Like most people of my generation, I never thought I would make it to 30. Instead I envisioned for myself a violent death before then. This could be the time as my 30th comes on November 5th 2001.

But luckily I don't believe in psychic visions; I will let science do its work.

Am I Being Too Negative?

I don't know if I am. I am just trying to be realistic (for once?). After my spinal tap, my primary care physician said there would be no need for a spinal injection of chemo; I felt intense relief; two weeks later my oncologist reversed that decision. I no longer fully trust good news.

But my thoughts seem to be taboo in cancer-culture.

Much of the 'cancer experience' is full of over-positivity; people you hardly know sending you cards with 'Things will be great!' messages (and yet I must admit that I love, love, love getting cards); friends and strangers often ask 'How's it going?' while not really wanting to hear the details of my languorous days (or do they? And then I think how redundant I must be, how boring).

In the hospital the 'bright side' was always presented to me. My doctor's 'This won't hurt, that won't hurt' mantra was a lie (almost everything hurt, some things more than I could have ever imagined, even after morphine), so when she finally admits that something will hurt, I expect agony.
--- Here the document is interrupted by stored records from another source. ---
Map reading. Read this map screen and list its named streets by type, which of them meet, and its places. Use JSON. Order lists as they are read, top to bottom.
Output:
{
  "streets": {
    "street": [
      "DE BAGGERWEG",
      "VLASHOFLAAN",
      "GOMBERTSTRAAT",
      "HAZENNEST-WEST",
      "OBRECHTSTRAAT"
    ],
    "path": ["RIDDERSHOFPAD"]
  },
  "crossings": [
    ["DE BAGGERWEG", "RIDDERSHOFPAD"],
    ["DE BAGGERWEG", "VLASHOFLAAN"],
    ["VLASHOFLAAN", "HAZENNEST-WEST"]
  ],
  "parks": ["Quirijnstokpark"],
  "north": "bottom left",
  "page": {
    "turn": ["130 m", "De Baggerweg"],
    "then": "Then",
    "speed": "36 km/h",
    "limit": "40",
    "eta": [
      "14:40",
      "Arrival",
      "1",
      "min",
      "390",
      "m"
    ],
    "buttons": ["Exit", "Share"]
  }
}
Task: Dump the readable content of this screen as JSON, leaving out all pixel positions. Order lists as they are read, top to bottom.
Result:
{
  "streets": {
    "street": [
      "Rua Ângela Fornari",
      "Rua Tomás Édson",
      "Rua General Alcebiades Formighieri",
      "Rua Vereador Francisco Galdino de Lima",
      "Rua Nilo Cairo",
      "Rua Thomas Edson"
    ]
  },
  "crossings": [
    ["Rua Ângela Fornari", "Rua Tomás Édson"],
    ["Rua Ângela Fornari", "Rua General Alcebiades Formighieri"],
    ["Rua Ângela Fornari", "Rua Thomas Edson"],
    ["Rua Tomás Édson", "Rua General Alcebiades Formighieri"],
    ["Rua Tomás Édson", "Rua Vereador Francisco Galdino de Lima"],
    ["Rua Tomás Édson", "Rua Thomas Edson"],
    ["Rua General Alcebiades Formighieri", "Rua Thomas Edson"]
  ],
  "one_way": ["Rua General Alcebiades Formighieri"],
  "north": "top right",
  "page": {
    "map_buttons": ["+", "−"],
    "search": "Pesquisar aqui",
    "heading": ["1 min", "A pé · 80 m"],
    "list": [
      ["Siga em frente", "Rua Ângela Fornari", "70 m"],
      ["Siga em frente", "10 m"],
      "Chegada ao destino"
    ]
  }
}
Around people I am expected to 'look on the bright side'. And so I have few to talk to about the negative aspects of this thing. And even those few I can talk to would probably rather I not, because its depressing, and because its important that I have a positive attitude. No one particularly likes to think about death, including me (or do I?)..

I imagine that behind my back my friends allow themselves to worry openly, but I am shielded from it.

I look, feel and think differently, and I wonder who I am becoming. This person's traits are not familiar to me. Is this due to the cancer, the chemicals and the toxins in my body? I am poisoned daily.

Will I ever completely cease being the beautiful, strange person I was?

---

But now, onto happier thoughts, namely music.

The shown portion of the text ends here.